Start of Block
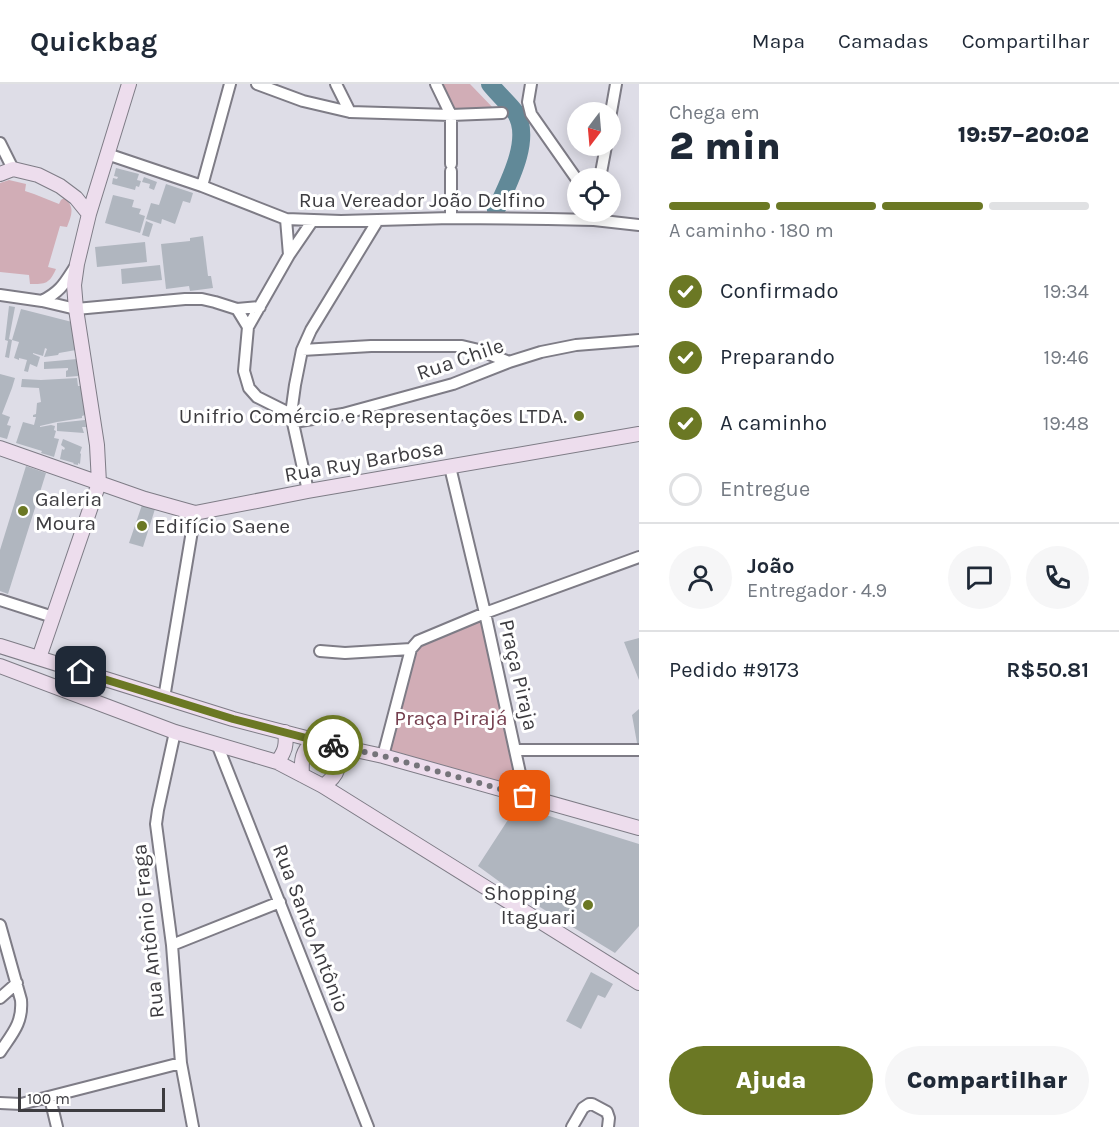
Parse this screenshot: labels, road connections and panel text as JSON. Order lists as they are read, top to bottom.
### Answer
{
  "streets": {
    "main road": ["Rua Ruy Barbosa"],
    "street": [
      "Rua Vereador João Delfino",
      "Rua Chile",
      "Praça Piraja",
      "Rua Santo Antônio",
      "Rua Antônio Fraga"
    ]
  },
  "parks": ["Praça Pirajá"],
  "places": [
    "Unifrio Comércio e Representações LTDA.",
    "Galeria Moura",
    "Edifício Saene",
    "Shopping Itaguari"
  ],
  "scale_bar": "100 m",
  "north": "bottom",
  "page": {
    "header": "Quickbag",
    "nav": ["Mapa", "Camadas", "Compartilhar"],
    "heading": ["2 min", "Chega em", "19:57–20:02"],
    "panel": [
      "João",
      "Entregador · 4.9",
      "Pedido #9173",
      "R$50.81"
    ],
    "bar": "A caminho · 180 m",
    "list": [
      ["Confirmado", "19:34"],
      ["Preparando", "19:46"],
      ["A caminho", "19:48"],
      "Entregue"
    ],
    "buttons": ["Ajuda", "Compartilhar"],
    "scale": "100 m"
  }
}
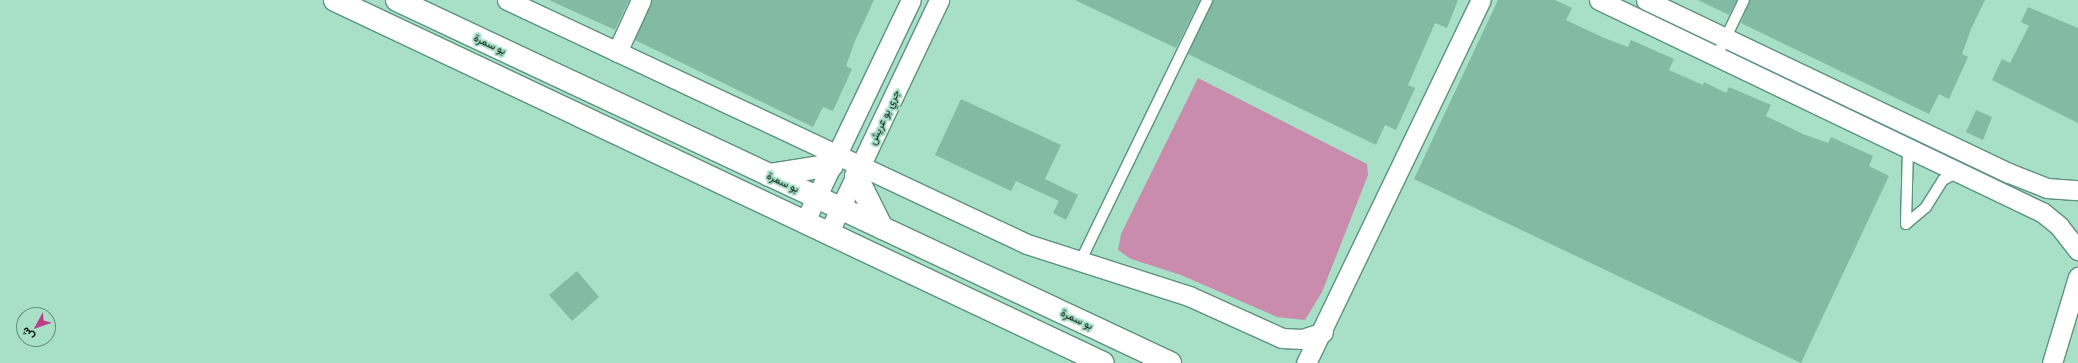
End of Block
**WHAT THE TASK ASKS:**
Read each line of the material, and wherever the word "Antônio" turns up, copy that line.

**RESULT FOR THIS EXERCISE:**
      "Rua Santo Antônio",
      "Rua Antônio Fraga"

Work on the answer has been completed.